Dark chocolate is a great source of polyphenols and typically lower in sugar compared to milk chocolate. Because of this, many people—especially anyone who wants a good reason to indulge in a tasty treat—consider dark chocolate a “superfood.”
Due to its intensive anti-inflammatory and antioxidant potential, researchers have earnestly looked for links between dark chocolate consumption and healthy outcomes. Not surprisingly, they’ve turned their attention to the effect of chocolate on our state of mind.
A recent cross-sectional survey found that individuals who consumed the highest levels of chocolate (including dark chocolate) had 57 percent less chance of depressive symptoms than people who ate no chocolate at all.
This doesn’t necessarily mean that you can stop serious mental health issues with food alone, but it is nice to know that something that tastes good can actually be truly good for you.
Like tea, chocolate retains its healthiest components when it is the least processed. It’s best to find chocolate that is at least 70 percent cacao for higher polyphenol levels. Of course, dark chocolate has a distinctively different flavor than milk chocolate, but its rich flavor also means that smaller amounts of chocolate will be more satisfying – possibly in more ways than one.
Jackson SE, Smith L, Firth J, et al. Is there a relationship between chocolate consumption and symptoms of depression? A cross-sectional survey of 13,626 US adults. Depress Anxiety. 2019 Jul 29. doi: 10.1002/da.22950. [Epub ahead of print]
OBJECTIVE: To examine associations between chocolate consumption and depressive symptoms in a large, representative sample of US adults.
METHODS: The data were from 13,626 adults (≥20 years) participating in the National Health and Nutrition Examination Survey between 2007-08 and 2013-14. Daily chocolate consumption was derived from two 24-hr dietary recalls. Depressive symptoms were assessed using the Patient Health Questionnaire (PHQ-9), with scores ≥10 indicating the presence of clinically relevant symptoms. We used multivariable logistic regression to test associations of chocolate consumption (no chocolate, non-dark chocolate, dark chocolate) and amount of chocolate consumption (grams/day, in quartiles) with clinically relevant depressive symptoms. Adults with diabetes were excluded and models controlled for relevant sociodemographic, lifestyle, health-related, and dietary covariates.

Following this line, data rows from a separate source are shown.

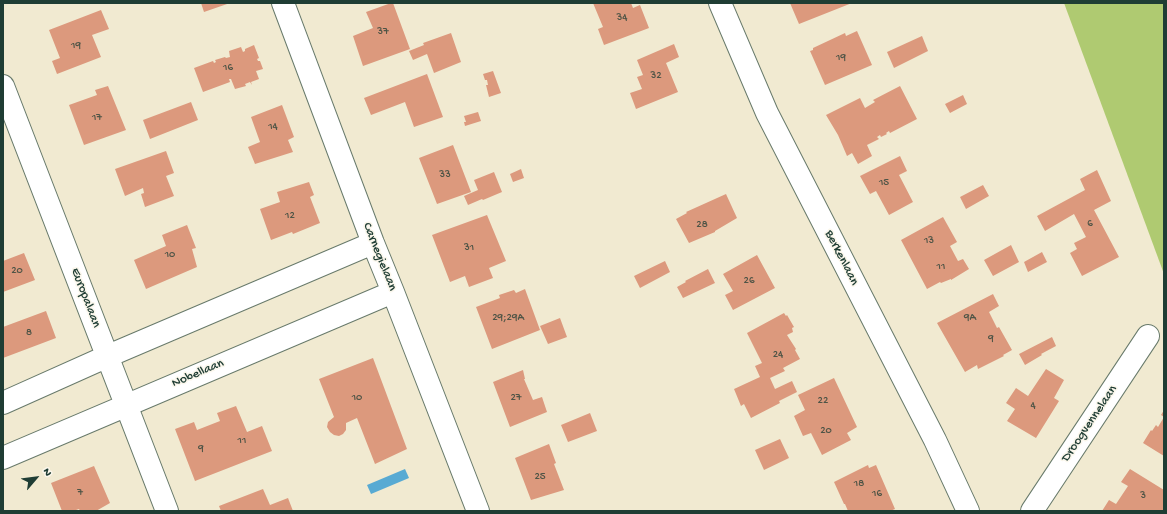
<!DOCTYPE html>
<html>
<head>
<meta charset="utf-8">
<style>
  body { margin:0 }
  #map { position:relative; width:1167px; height:514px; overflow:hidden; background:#f1ead1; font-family:"Gochi Hand",sans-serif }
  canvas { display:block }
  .frame { position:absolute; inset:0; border:4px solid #1f3d34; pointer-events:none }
  .north { position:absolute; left:16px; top:458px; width:40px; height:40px; -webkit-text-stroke:3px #fbf7ec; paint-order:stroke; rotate:62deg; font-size:11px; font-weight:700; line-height:16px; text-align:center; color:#1f3d34 }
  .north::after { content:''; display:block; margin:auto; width:14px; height:18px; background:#1f3d34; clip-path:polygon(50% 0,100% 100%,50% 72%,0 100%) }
</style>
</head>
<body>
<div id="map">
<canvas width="1167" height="514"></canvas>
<div class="frame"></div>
<div class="north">N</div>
</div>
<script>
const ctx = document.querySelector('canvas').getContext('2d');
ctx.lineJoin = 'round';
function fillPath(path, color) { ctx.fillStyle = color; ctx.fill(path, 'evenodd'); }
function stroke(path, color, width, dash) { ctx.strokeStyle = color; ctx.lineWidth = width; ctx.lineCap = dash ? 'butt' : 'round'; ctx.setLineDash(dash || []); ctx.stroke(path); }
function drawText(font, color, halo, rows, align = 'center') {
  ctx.font = font + ' "Gochi Hand",sans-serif'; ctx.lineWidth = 3; ctx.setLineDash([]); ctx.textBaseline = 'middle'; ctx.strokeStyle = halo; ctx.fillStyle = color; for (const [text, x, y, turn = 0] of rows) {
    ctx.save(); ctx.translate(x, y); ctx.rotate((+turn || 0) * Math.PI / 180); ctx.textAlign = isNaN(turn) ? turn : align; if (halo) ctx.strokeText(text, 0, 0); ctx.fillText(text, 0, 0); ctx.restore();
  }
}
fillPath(new Path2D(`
  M1064,3H1164V274Z`), '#afca71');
fillPath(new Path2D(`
  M405,469L409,478L371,494L367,485Z`), '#58aad3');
fillPath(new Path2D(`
  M201,3H230L204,12Z
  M391,3H393L410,49L363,66L353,36L373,28L366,12Z
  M593,3H631L633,8L640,5L649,28L604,45L598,29L603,27Z
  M790,3H852L799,24Z
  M101,10L109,29L92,35L101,57L57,74L52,61L60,58L49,30Z
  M857,31L872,65L825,85L810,51L813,50V48L845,33L846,36Z
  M451,33L461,62L434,73L427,54L413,60L409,51L424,45L423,43Z
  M922,36L928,51L894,68L887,52Z
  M674,44L679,57L666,63L678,92L636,109L630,93L642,89L637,77L643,75L637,60Z
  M254,45L259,58L257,59L258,61H260L263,69L256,71L259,79L251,82L252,85L250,82L245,84L246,86L235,89L231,79H229L230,82L203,92L194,68L213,61L214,63L216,62L215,60L225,57L226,58L230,57L229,51L241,47L243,52L245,51V49Z
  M493,71L501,93L489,97L486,85H488L487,80H485L483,74Z
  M427,74L443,117L414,127L405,102L371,115L364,98Z
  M108,86L126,130L84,145L69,105L97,95L95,90Z
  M900,86L917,119L890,133L889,131L886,133L887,134L881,137L880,135L877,137L879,139L867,145L872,156L858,164L852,153L847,156L838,135L826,115L860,98L865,108L875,102L873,100Z
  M963,95L967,104L950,113L945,104Z
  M191,102L198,120L150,139L143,120Z
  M282,105L294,137L288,140L293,152L255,164L248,147L260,142L251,117Z
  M478,112L481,121L465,126L464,122H466L464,116Z
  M453,145L471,192L437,204L419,158Z
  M166,151L174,173L166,176L174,196L145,207L141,194L144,193L143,188L125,196L115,169Z
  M900,156L907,171L899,175L913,202L889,215L876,191L870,194L860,176Z
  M521,169L524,178L513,182L510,174Z
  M1097,170L1111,201L1094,210L1119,257L1082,276L1070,253L1077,249L1074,243L1086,237L1074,214L1045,231L1037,216L1085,190L1080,179Z
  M494,172L502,192L483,200L482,199L468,205L464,196L478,190L474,180Z
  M309,182L314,195L310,197L320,223L293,234L292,232L271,240L260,209L280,202L277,192Z
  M983,185L989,196L966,209L960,197Z
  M726,194L737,218L715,231V232L689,243L676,219L687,213L686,212Z
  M487,215L506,261L489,268L493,278L469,287L465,276L450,282L432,235Z
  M943,217L957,242L950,246L958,261L963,259L969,269L951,280V279L941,283L940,282L927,289L901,240Z
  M187,225L196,248L192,249L197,267L146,289L134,260L166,246L162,235Z
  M1011,245L1019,262L993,276L984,260Z
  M1042,252L1047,262L1028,272L1024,262Z
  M24,253L35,280L3,292V261Z
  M757,255L775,288L733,310L725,295L733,291L723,274Z
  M665,261L670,272L640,288L634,276Z
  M708,269L715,283L683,298L677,287L686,282L685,281Z
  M525,289L540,330L492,349L476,307L500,298L499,295L514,290L516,293Z
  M993,294L999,306L989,312L997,328L999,327L1012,350L1003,355L1004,356L978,369L977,365L965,372L937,323Z
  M46,311L56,338L3,358V327Z
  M784,313L786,316L787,315L794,327L792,328L793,332L787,335L796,349L795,350L800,359L783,368L785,371L770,378L775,389L792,381L797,392L779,401L780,403L751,418L744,404L741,406L734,389L760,377L755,366L762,363L747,333Z
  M560,318L567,337L548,344L540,326Z
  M1052,337L1056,346L1041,354L1042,355L1025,365L1019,354Z
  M373,358L407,449L375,464L357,418L346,423V430L343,434L339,436L334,435L330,432L327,427L328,422L334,417L319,379Z
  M1046,369L1064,380L1054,398L1059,401L1036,438L1007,421L1015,409L1006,403L1016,388L1028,396Z
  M523,370L525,379H524L533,400L542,397L547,412L510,427L493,382Z
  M834,378L857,427L847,433L851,440L822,455L811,433L803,436L794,416L805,410L798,395Z
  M236,406L247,432L262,426L272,451L195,481L175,429L194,422L197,430L220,421L217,413Z
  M1164,410V456L1143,443L1151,430L1152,431L1156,425L1158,427L1164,417L1161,415Z
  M590,413L597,431L568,442L561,425Z
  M780,439L789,458L764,470L755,450Z
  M549,444L556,463L554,464L564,490L531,500L515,458Z
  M868,465L869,468L876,465L895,509L890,511H848L845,504H844L834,482Z
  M94,466L110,503L96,511H80L79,509L73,511H62L51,483Z
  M1130,469L1164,490V511H1102L1109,500L1116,504L1128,486L1121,482Z
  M263,489L270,505L288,498L293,511H221L219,506Z`), '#dc997d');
const minor = new Path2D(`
  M283,3L373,243L393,292L478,511
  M720,3L767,113L935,440L968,511
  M3,86L167,511
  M3,403L108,356L373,243
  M3,458L393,292
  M1032,511L1148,336`);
stroke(minor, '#687a6b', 24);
stroke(minor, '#fff', 22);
drawText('11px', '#4e5446', null, [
  ["34",622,18],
  ["37",383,32],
  ["19",76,46],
  ["19",841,58],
  ["16",228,68],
  ["32",656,76],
  ["17",97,118],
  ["14",273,127],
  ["33",445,175],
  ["15",884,183],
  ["12",290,216],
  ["6",1090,224],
  ["28",702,225],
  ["13",929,241],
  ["31",469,248],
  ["10",170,255],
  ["11",941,267],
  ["20",17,271],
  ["26",749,281],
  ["29;29A",508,318],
  ["9A",970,318],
  ["8",29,333],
  ["9",991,339],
  ["24",778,355],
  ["10",357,398],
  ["27",516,398],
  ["22",823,401],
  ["4",1033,406],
  ["20",826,431],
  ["11",242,441],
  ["9",201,449],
  ["25",540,477],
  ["18",859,484],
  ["7",80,493],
  ["16",877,494],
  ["3",1143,496]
]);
drawText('13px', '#1f3d34', '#fbf7ec', [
  ["Carnegielaan",379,257,68],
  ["Berkenlaan",841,258,63],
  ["Europalaan",85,298,69],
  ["Nobellaan",198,374,-23],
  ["Droogvennelaan",1090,424,-56]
]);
</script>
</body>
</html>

RESULTS: Overall, 11.1% of the population reported any chocolate consumption, with 1.4% reporting dark chocolate consumption. Although non-dark chocolate consumption was not significantly associated with clinically relevant depressive symptoms, significantly lower odds of clinically relevant depressive symptoms (OR = 0.30, 95%CI 0.21-0.72) were observed among those who reported consuming dark chocolate. Analyses stratified by the amount of chocolate consumption showed participants reporting chocolate consumption in the highest quartile (104-454 g/day) had 57% lower odds of depressive symptoms than those who reported no chocolate consumption (OR = 0.43, 95%CI 0.19-0.96) after adjusting for dark chocolate consumption.
CONCLUSIONS: These results provide some evidence that consumption of chocolate, particularly dark chocolate, may be associated with reduced odds of clinically relevant depressive symptoms. Further research capturing long-term chocolate consumption and using a longitudinal design are required to confirm these findings and clarify the direction of causation.